23.2. Using Interface Flags

In order to associate a particular variable assignment with a flag, the assignment in an Abuild.interface file must be prefixed with flag flagname, as we have seen above. Before flagname can be associated with an assignment, it must be declared as one of the build item's supported flags. This is achieved by including the flag in the supported-flags keyword in Abuild.conf. For example:

supported-flags: flagname

As we have already seen, the effect of an assignment that is associated with a flag is visible only if the value of the variable is requested when the specified flag is set. The only time this ever happens is when abuild is creating the dynamic output file for a build item. We mentioned above that abuild maintains a list of assignments for each variable and retains a record of any flag that may have been associated with each assignment. Abuild also stores the name of the build item that is responsible for each assignment in a variable's assignment history. When one build item depends on another, it may request the evaluation of any assignments made by the dependency item that were associated with a specific flag. This is done by including the -flag=flagname option when declaring the dependency in the Abuild.conf file. For example, if build item A wanted to see all assignments that B made associated with the private flag, then A's Abuild.conf would contain the following line:

deps: B -flag=private

When a flag is specified as part of a dependency in this fashion, abuild requires that the dependency list the given flag as one of its supported flags. For example, in this case, it would be an error if B's Abuild.conf did not list private in its supported-flags key.

As mentioned above, the effect of any flag-based assignment is visible only when actually exporting a build item's interface to the dynamic output. When abuild exports a build item's own interface for its own use, it does so with all of the flags supported by that build item in effect. For example, in Figure 23.1, “Private Interface Flag”, B has an include directory and a private-include directory. It wants the include directory to be visible to all build items that depend on it, but the private-include directory should be visible only to other build items that specifically ask for it. B would indicate that it supports the private flag by adding this line to its Abuild.conf:

supported-flags: private

If it wanted the header files in include directory to be visible to all items that depend on it, but it wanted the header files in the private-include directory to be visible only to those build items that specifically requested by depending on it with the private flag, it would include the following lines in its Abuild.interface file:

INCLUDES = include
flag private INCLUDES = private-include

If A wanted to see the private-include directory, it could indicate that it wants the private flag set when it reads B's Abuild.interface. It would do this by including the following in its Abuild.conf:

deps: B -flag=private

Then, when A reads B's Abuild.interface file, it will see the private-include assignment. B will also see it because build items always see all of their own flag-based assignments. If a third build item X depended on A without specifying the private flag, it would not see B's private-include directory as that assignment would not be inherited through A's interface.
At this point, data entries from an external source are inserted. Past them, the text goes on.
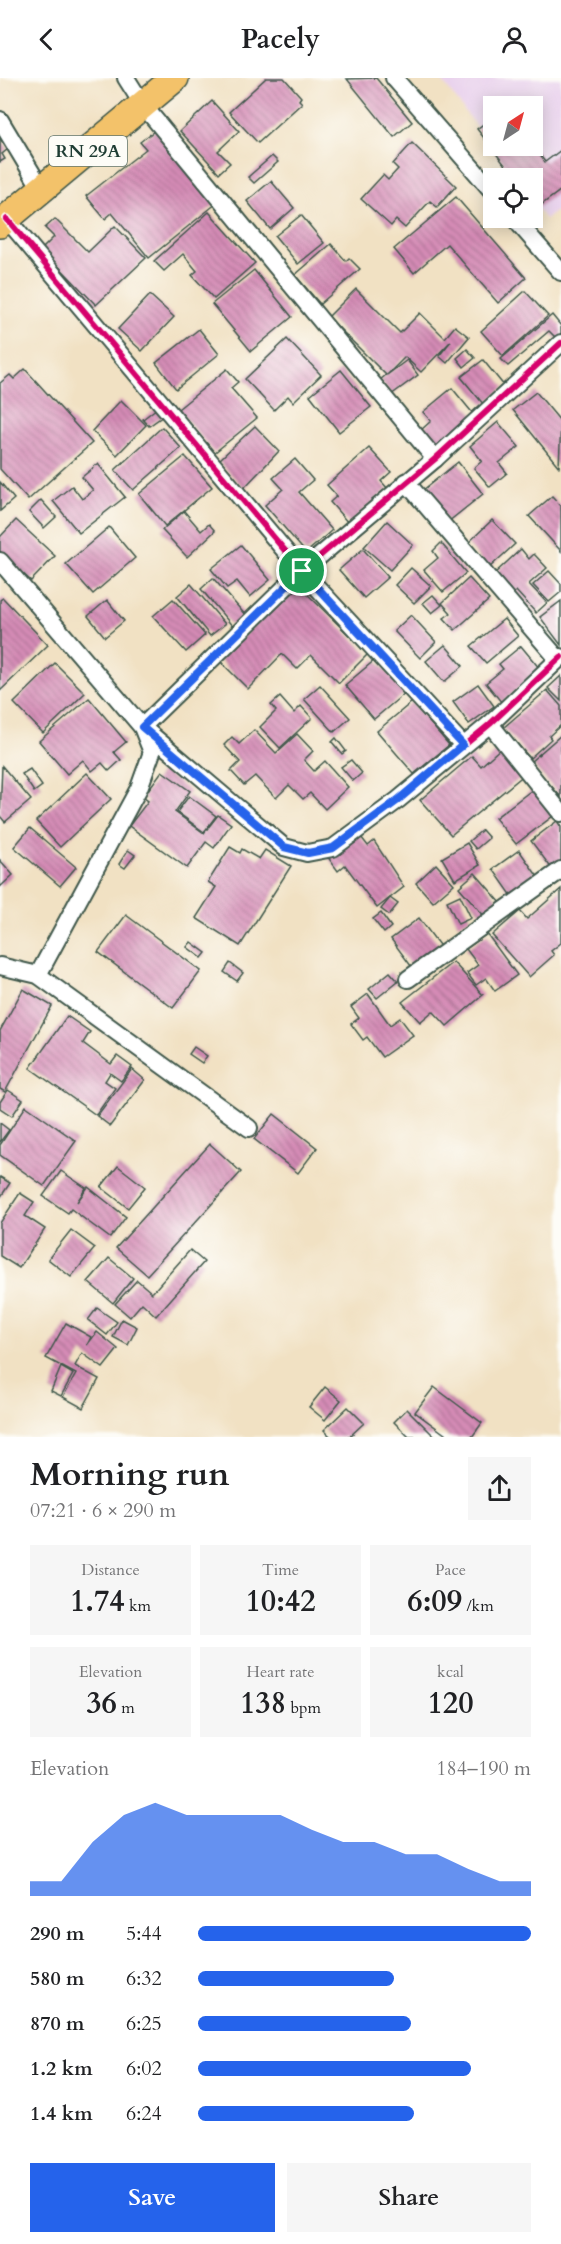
<!DOCTYPE html>
<meta charset="utf-8">
<style>
:root{--surface:#fff;--page:#f6f6f6;--text:#202124;--muted:#757577;--accent:#2563eb}
body{margin:0;font-family:Cardo,serif;background:var(--page);color:var(--text);height:100vh;display:flex;flex-direction:column;font-size:22px;white-space:nowrap}
*{box-sizing:border-box;margin:0}
p{font-size:20px;color:var(--muted)}
.icon{flex:none;width:33px;height:33px;fill:none;stroke:currentColor;stroke-width:2;stroke-linecap:round;stroke-linejoin:round}
.map{position:relative;height:1359px;overflow:hidden}
.sheet{display:flex;flex-direction:column;background:var(--surface);flex:1}
.sheet>*{flex:none}
.needle{width:39px;rotate:36deg}
.controls{position:absolute;left:483px;top:18px;display:grid;gap:12px}
.controls a{display:grid;place-items:center;width:60px;height:60px;border-radius:0px;background:var(--surface);box-shadow:0 3px 15px #0003;font-size:30px}
.pin{position:absolute;display:grid;place-items:center;width:51px;height:51px;color:#fff;margin:-26px;border:3px solid #fff;border-radius:50%;box-shadow:0 2px 6px #0007}
.round{display:grid;place-items:center;flex:none;width:63px;height:63px;border-radius:0px;background:var(--page)}
.headline{display:flex;align-items:center;justify-content:space-between;height:102px;padding:0 30px}
h1{font-size:33px;font-weight:600;line-height:45px}
.metrics{display:grid;grid-template-columns:repeat(3,1fr);gap:9px;height:102px;padding:6px 30px}
.metrics div{display:grid;align-content:center;border-radius:0px;background:var(--page);text-align:center}
.metrics b{font-size:30px;font-weight:600}
.metrics small{font-size:16px;font-weight:400}
.metrics p{font-size:16px}
.chart{height:168px;padding:12px 30px}
.chart p{display:flex;justify-content:space-between}
.chart svg{width:100%;height:108px;margin-top:6px;fill:var(--accent);opacity:.7}
.action{display:flex;gap:12px;margin-top:auto;padding:12px 30px}
.action a{flex:1;height:69px;border-radius:0px;background:var(--accent);color:#fff;font-size:24px;font-weight:600;line-height:69px;text-align:center}
.action a+a{background:var(--page);color:var(--text)}
ul{padding:0 30px;list-style:none;font-size:20px}
li{display:grid;grid-template-columns:96px 72px 1fr;align-items:center;height:45px}
li i{height:15px;border-radius:8px;background:var(--accent)}
header{display:flex;justify-content:space-between;align-items:center;height:78px;padding:0 30px;background:var(--surface);font-size:27px;font-weight:600}
.map>svg:first-child{display:block}
.built{fill:#e9d2ed;fill-rule:evenodd}
.building{fill:url(#building-back-hatch)}
.lines{fill:none;stroke-linecap:round;stroke-linejoin:round}
.street-casing{stroke:#3e5649;stroke-width:20}
.primary-casing{stroke:#3e5649;stroke-width:30}
.street{stroke:#fff;stroke-width:16}
.primary{stroke:#f3c26a;stroke-width:27}
.cycleway-casing{stroke:#fdfcf7;stroke-width:10}
.cycleway{stroke:#d6006c;stroke-width:6}
.route-casing{stroke:#fff;stroke-width:12}
.route{stroke:#2563eb;stroke-width:8}
.labels{text-anchor:middle;stroke-width:5;stroke-linejoin:round;paint-order:stroke}
.shield{fill:#fdfcf7;stroke:#62766e;stroke-width:1.5}
.shield-label{font-size:18px;font-weight:bold;fill:#1f3d34}
</style>
<header><svg class="icon" aria-label="back" viewBox="0 0 24 24"><path d="M15 5l-7 7 7 7"/></svg>Pacely<svg class="icon" aria-label="person" viewBox="0 0 24 24"><circle cx="12" cy="8" r="4"/><path d="M4 21q1-7 8-7t8 7"/></svg></header>
<div class="map">
<svg width="561" height="1359" viewBox="0 0 561 1359">
<defs>
<pattern id="building-back-hatch" width="6" height="6" patternUnits="userSpaceOnUse" patternTransform="scale(1.5)"><rect width="6" height="6" fill="#d58bb6"/><path d="M-1 5l2 2M0 0l6 6M5-1l2 2" fill="none" stroke="#ac7395"/></pattern>
</defs>
<rect width="100%" height="100%" fill="#fdfcf7"/>
<filter id="ink" filterUnits="userSpaceOnUse"><feTurbulence type="fractalNoise" baseFrequency=".0167" numOctaves="2"/><feDisplacementMap in="SourceGraphic" scale="12" xChannelSelector="R" yChannelSelector="G"/><feConvolveMatrix kernelMatrix="1 2 1 2 8 2 1 2 1" color-interpolation-filters="sRGB"/></filter>
<filter id="wash" filterUnits="userSpaceOnUse"><feTurbulence type="fractalNoise" baseFrequency=".008" numOctaves="4" result="noise"/><feDisplacementMap in="SourceGraphic" scale="24" xChannelSelector="R" yChannelSelector="G"/><feGaussianBlur stdDeviation="1.35" result="paint"/><feColorMatrix in="noise" values="0 0 0 0 0 0 0 0 0 0 0 0 0 0 0 0 0 1.4 0 .05"/><feComposite in="paint" operator="in"/></filter>
<g filter="url(#wash)">
<rect width="100%" height="100%" fill="#f1e1c3"/>
<path class="built" d="M440 0H561V130L545 141 533 125 532 100H515ZM494 28H532V68H494Z"/>
<g id="blocks">
<g class="building">
<path d="M266 0H284L301 19 299 22 302 25 258 65 229 34Z"/>
<path d="M376 0 412 44 394 59 347 1Z"/>
<path d="M212 23 239 53 218 73 230 85 219 95 180 53Z"/>
<path d="M494 38V68H533L545 84 561 72V112L537 130 532 124V100H515L477 51Z"/>
<path d="M158 50 217 125 149 180 112 135 105 141 86 118 146 71 140 64Z"/>
<path d="M0 60 8 71 2 76 5 81 0 84Z"/>
<path d="M412 65 456 108 437 129 430 123 405 150 396 142 391 148 361 121 383 97 388 102 398 91 393 86Z"/>
<path d="M272 78 278 84 254 105 248 99Z"/>
<path d="M271 103 294 130 270 151 247 123Z"/>
<path d="M456 119 526 200 498 225 447 166 414 195 394 171Z"/>
<path d="M209 134 255 185 214 221 192 197 197 193 183 176 164 193 154 183Z"/>
<path d="M301 137 324 165 298 186 275 158Z"/>
<path d="M55 141 88 174 115 148 146 180 96 227 42 171 54 159 45 150Z"/>
<path d="M331 166 346 183 349 180 360 191 320 226 295 197Z"/>
<path d="M254 192 292 239 251 273 212 226Z"/>
<path d="M356 211 400 255 420 235 445 260 455 248 469 259 447 285 439 278 451 263 421 294 405 279 387 297 407 282 418 297 391 317 380 302 386 297 328 239Z"/>
<path d="M525 213 548 238 503 278 481 253Z"/>
<path d="M150 217 174 239 142 273 118 251Z"/>
<path d="M552 237 561 248V259L558 262 549 253 508 288 501 281Z"/>
<path d="M199 251 219 276 176 311 156 285Z"/>
<path d="M287 261 321 297 293 324 288 318 274 332 245 301Z"/>
<path d="M467 271 475 280 464 289 457 280Z"/>
<path d="M483 282 505 309 484 327 461 299Z"/>
<path d="M25 291 92 365 28 422 0 391V305L10 297 14 301Z"/>
<path d="M227 291 238 304 231 310 257 340 214 375 178 331Z"/>
<path d="M341 292 371 329 339 354 310 317Z"/>
<path d="M452 310 475 338 436 370 421 352 431 343 423 334Z"/>
<path d="M536 314 561 344 559 389 513 332Z"/>
<path d="M121 322 146 347 117 377 92 353Z"/>
<path d="M157 330 163 338 149 348 143 341Z"/>
<path d="M498 344 519 369 499 385 507 395 490 409 474 390 482 383 470 368Z"/>
<path d="M255 348 279 373 244 410 218 383Z"/>
<path d="M162 349 181 370 133 412 115 392Z"/>
<path d="M369 370 391 394 381 403 388 411 349 446 330 424 337 418 327 407Z"/>
<path d="M185 378 212 409 165 448 139 416Z"/>
<path d="M295 381 313 402 299 414 332 452 306 475 265 427 283 411 273 400Z"/>
<path d="M458 384 483 416 448 444 423 412Z"/>
<path d="M98 386 125 419 79 455 53 423 72 408 82 421 93 412 82 399Z"/>
<path d="M0 404 14 421 0 433Z"/>
<path d="M552 418 561 428V473L529 438Z"/>
<path d="M41 422 56 439 44 450 29 434Z"/>
<path d="M184 433 201 453 209 446 215 453 187 479 162 452Z"/>
<path d="M16 442 55 478 31 503 0 474V459Z"/>
<path d="M492 442 515 466 489 490 467 466Z"/>
<path d="M387 443 413 467 390 492 364 469Z"/>
<path d="M109 449 135 480 93 516 66 486Z"/>
<path d="M441 465 466 495 443 514 424 492 438 480 433 473Z"/>
<path d="M241 467 270 502 250 519 237 503 227 510 211 491Z"/>
<path d="M363 471 388 499 364 520 339 492Z"/>
<path d="M521 471 529 481 534 476 547 490 529 506 547 525 536 535 516 513 512 517 494 496Z"/>
<path d="M411 490 431 508 414 525 395 507Z"/>
<path d="M549 493 561 506V514L549 524 533 507Z"/>
<path d="M213 500 247 539 234 550 201 511Z"/>
<path d="M469 500 489 522 455 552 444 540 451 535 442 525Z"/>
<path d="M296 505 368 576 339 605 311 577 297 591 282 576 248 611 219 582Z"/>
<path d="M191 506 225 546 210 558 177 518Z"/>
<path d="M433 517 442 527 432 535 423 525Z"/>
<path d="M3 520 48 567 0 613V522Z"/>
<path d="M173 521 205 557 186 574 153 538Z"/>
<path d="M107 522 124 543 105 559 88 538Z"/>
<path d="M561 523V567L540 539Z"/>
<path d="M411 537 436 564 420 580 394 553Z"/>
<path d="M504 541 518 558 486 585 471 568Z"/>
<path d="M445 567 463 588 444 604 426 583Z"/>
<path d="M521 568 540 591 502 625 486 605 503 591 499 586Z"/>
<path d="M376 581 405 615 374 641 345 607Z"/>
<path d="M55 585 85 615 43 655 14 625Z"/>
<path d="M561 598V623L548 610Z"/>
<path d="M478 606 494 628 469 646 453 624Z"/>
<path d="M320 607 350 640 334 654 304 621Z"/>
<path d="M547 612 561 628V647L549 658 551 661 530 680 503 650Z"/>
<path d="M280 619 294 635 301 628 312 640 280 670 260 649 276 633 271 627Z"/>
<path d="M89 620 126 664 114 674 121 682 109 693 102 685 92 693 83 682 67 696 39 663Z"/>
<path d="M412 624 449 667 414 696 377 653Z"/>
<path d="M254 652 276 675 297 656 313 673 304 682 314 693 325 683 348 709 325 731 310 715 303 721 289 707 276 720 255 698 244 707 231 693 240 684 224 667 232 659 239 666Z"/>
<path d="M561 657V719L530 684Z"/>
<path d="M336 660 346 673 342 676 332 664Z"/>
<path d="M502 669 525 696 451 757 420 722 472 678 481 688Z"/>
<path d="M351 682 362 695 353 703 341 689Z"/>
<path d="M2 688 31 722 5 744 0 738Z"/>
<path d="M30 691 42 708 34 714 22 696Z"/>
<path d="M162 693 190 713 175 734 204 755 218 737 231 746 214 770 206 764 187 790 129 748 148 723 143 719Z"/>
<path d="M87 695 111 721 60 769 36 743Z"/>
<path d="M537 708 557 735 516 766 495 740Z"/>
<path d="M189 718 216 738 204 754 177 734Z"/>
<path d="M557 743 561 749V784L552 791 531 763Z"/>
<path d="M30 750 76 789 60 808 14 769Z"/>
<path d="M482 752 489 760 476 771 469 763Z"/>
<path d="M358 755 368 768 374 763 404 809 377 830 345 787 338 793 327 778Z"/>
<path d="M467 765 480 787 455 802 442 780Z"/>
<path d="M230 769 240 775 242 771 259 781 265 772 291 788 240 868 196 840 216 809 208 804Z"/>
<path d="M128 772 135 777 125 790 119 786Z"/>
<path d="M519 772 538 799 512 818 493 791Z"/>
<path d="M0 782 13 797 0 809Z"/>
<path d="M436 786 454 806 433 824 416 805Z"/>
<path d="M475 795 501 825 485 839 459 809Z"/>
<path d="M561 811V865L551 873 554 877 529 899 492 857 520 833 527 841Z"/>
<path d="M460 817 471 840 458 846 447 823Z"/>
<path d="M390 820 398 826 389 837 381 831Z"/>
<path d="M381 835 391 849 384 855 373 841Z"/>
<path d="M126 837 201 893 173 930 98 874Z"/>
<path d="M419 840 442 871 414 892 391 861Z"/>
<path d="M487 856 517 897 495 913 486 900 476 907 467 895 478 887 466 871Z"/>
<path d="M191 864 206 875 202 880 187 869Z"/>
<path d="M453 884 483 917 447 948 433 933 420 944 402 924Z"/>
<path d="M230 885 243 895 237 903 224 894Z"/>
<path d="M390 894 398 903 377 920 369 911Z"/>
<path d="M23 911 52 928 5 1014 0 1011V953Z"/>
<path d="M368 916 390 947 400 940 413 957 382 979 367 959 363 962 351 946 359 940 351 929Z"/>
<path d="M67 938 90 954 83 965 111 986 117 978 132 989 121 1003 110 995 105 1003 115 1010 96 1037 30 990Z"/>
<path d="M194 969 207 978 202 985 189 976Z"/>
<path d="M132 991 145 1002 110 1048 97 1038Z"/>
<path d="M8 1012 23 1022 12 1038 0 1030V1024Z"/>
<path d="M26 1028 76 1063 44 1108 0 1077V1067Z"/>
<path d="M274 1036 317 1070 298 1095 254 1061Z"/>
<path d="M0 1045 9 1052 0 1064Z"/>
<path d="M210 1066 241 1094 147 1197 116 1170Z"/>
<path d="M118 1088 145 1109 128 1130 101 1109Z"/>
<path d="M61 1093 86 1110 77 1124 88 1109 126 1139 110 1160 71 1131 68 1135 43 1118Z"/>
<path d="M0 1099 10 1105 0 1120Z"/>
<path d="M20 1115 34 1124 25 1138 45 1151 19 1190 0 1178V1145Z"/>
<path d="M71 1152 95 1170 71 1199 48 1181Z"/>
<path d="M190 1172 204 1184 156 1238 142 1225 130 1239 115 1226 137 1202 152 1215Z"/>
<path d="M109 1180 133 1200 113 1225 88 1204Z"/>
<path d="M97 1230 117 1244 107 1257 88 1242Z"/>
<path d="M122 1241 137 1249 128 1267 113 1259Z"/>
<path d="M66 1245 91 1259 87 1267 97 1254 118 1271 103 1290 82 1275 75 1288 99 1301 83 1330 63 1319 76 1296 46 1280Z"/>
<path d="M61 1289 73 1296 61 1318 51 1313Z"/>
<path d="M325 1309 341 1322 325 1342 309 1329Z"/>
<path d="M434 1309 482 1345 472 1359H449L415 1334Z"/>
<path d="M348 1329 364 1345 349 1359H331L324 1352Z"/>
<path d="M407 1331 435 1359H409L394 1344Z"/>
</g>
</g>
</g>
<g filter="url(#ink)">
<use href="#blocks" fill-opacity="0" stroke="#3e5649" stroke-width="1.5"/>
<g class="lines">
<g class="street-casing">
<g id="street">
<path d="M126 0 143 27 435 381"/>
<path d="M394 0 494 115"/>
<path d="M0 42 42 112"/>
<path d="M514 140 561 194"/>
<path d="M7 141 302 493 463 667"/>
<path d="M561 265 435 381 302 493 142 649 284 769 307 775 333 770 398 722 490 646 561 579"/>
<path d="M406 404 558 581"/>
<path d="M0 483 142 649 152 674 139 710 38 897"/>
<path d="M490 646 561 735"/>
<path d="M0 888 38 897 249 1050"/>
<path d="M408 901 561 792"/>
</g>
</g>
<g class="primary-casing">
<path id="primary" d="M0 146 175 0"/>
</g>
<use href="#street" class="street"/>
<use href="#primary" class="primary"/>
<g class="cycleway-casing">
<g id="cycleway">
<path d="M7 141 302 493 463 667"/>
<path d="M561 265 435 381 302 493 142 649 284 769 307 775 333 770 398 722 490 646 561 579"/>
</g>
</g>
<use href="#cycleway" class="cycleway"/>
</g>
</g>
<g class="lines" filter="url(#ink)">
<g class="route-casing">
<path id="route" d="M302 493 463 667 398 722 333 770 308 775 284 769 142 649Z"/>
</g>
<use href="#route" class="route"/>
</g>
<g class="labels">
<rect class="shield" x="49" y="58" width="78" height="30" rx="4.5"/>
<g class="shield-label">
<text x="88" y="79">RN 29A</text>
</g>
</g>
</svg>
<div class="controls">
<a><svg class="needle" viewBox="-14 -14 28 28"><path d="M0-13l5 13h-10z" fill="#e53935"/><path d="M0 13l5-13h-10z" fill="#757577"/></svg></a>
<a><svg class="icon" aria-label="locate" viewBox="0 0 24 24"><circle cx="12" cy="12" r="6"/><path d="M12 2v4M12 18v4M2 12h4M18 12h4"/></svg></a>
</div>
<div class="pin" style="left:302px;top:493px;background:#1e9e55"><svg class="icon" aria-label="arrive" viewBox="0 0 24 24"><path d="M6 21V4h12l-3 4 3 4H6"/></svg></div>
</div>
<section class="sheet">
<div class="headline"><div><h1>Morning run</h1><p>07:21 · 6 × 290 m</p></div><a class="round"><svg class="icon" aria-label="share" viewBox="0 0 24 24"><path d="M12 15V3M7 8l5-5 5 5M5 13v7h14v-7"/></svg></a></div>
<div class="metrics">
<div><p>Distance</p><b>1.74<small> km</small></b></div>
<div><p>Time</p><b>10:42</b></div>
<div><p>Pace</p><b>6:09<small> /km</small></b></div>
</div>
<div class="metrics">
<div><p>Elevation</p><b>36<small> m</small></b></div>
<div><p>Heart rate</p><b>138<small> bpm</small></b></div>
<div><p>kcal</p><b>120</b></div>
</div>
<div class="chart"><p><span>Elevation</span>184–190 m</p>
<svg viewBox="0 0 160 44" preserveAspectRatio="none"><path d="M0 44V38L10 38L20 22L30 11L40 6L50 11L60 11L70 11L80 11L90 17L100 22L110 22L120 27L130 27L140 33L150 38L160 38V44z"/></svg>
</div>
<ul>
<li><b>290 m</b>5:44<i style="width:100%"></i></li>
<li><b>580 m</b>6:32<i style="width:59%"></i></li>
<li><b>870 m</b>6:25<i style="width:64%"></i></li>
<li><b>1.2 km</b>6:02<i style="width:82%"></i></li>
<li><b>1.4 km</b>6:24<i style="width:65%"></i></li>
</ul>
<div class="action"><a>Save</a><a>Share</a></div>
</section>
Figure 23.1. Private Interface Flag

Private Interface Flag

A and B see private-include, but X does not.

This is a bit tricky to understand. For additional clarification, see the example below, Section 23.3, “Private Interface Example”.

Although we have used a single and generically named private flag for this example, there is nothing special about the name “private”. There's no reason that other special-purpose flags couldn't be introduced to provide fine-grained control over which parts of a build item are to be visible to other build items. In most cases, use of a simple flag like private should suffice. To reduce confusion among developers in a project, it is recommended that a project adopt its own conventions about how interface flags will be used.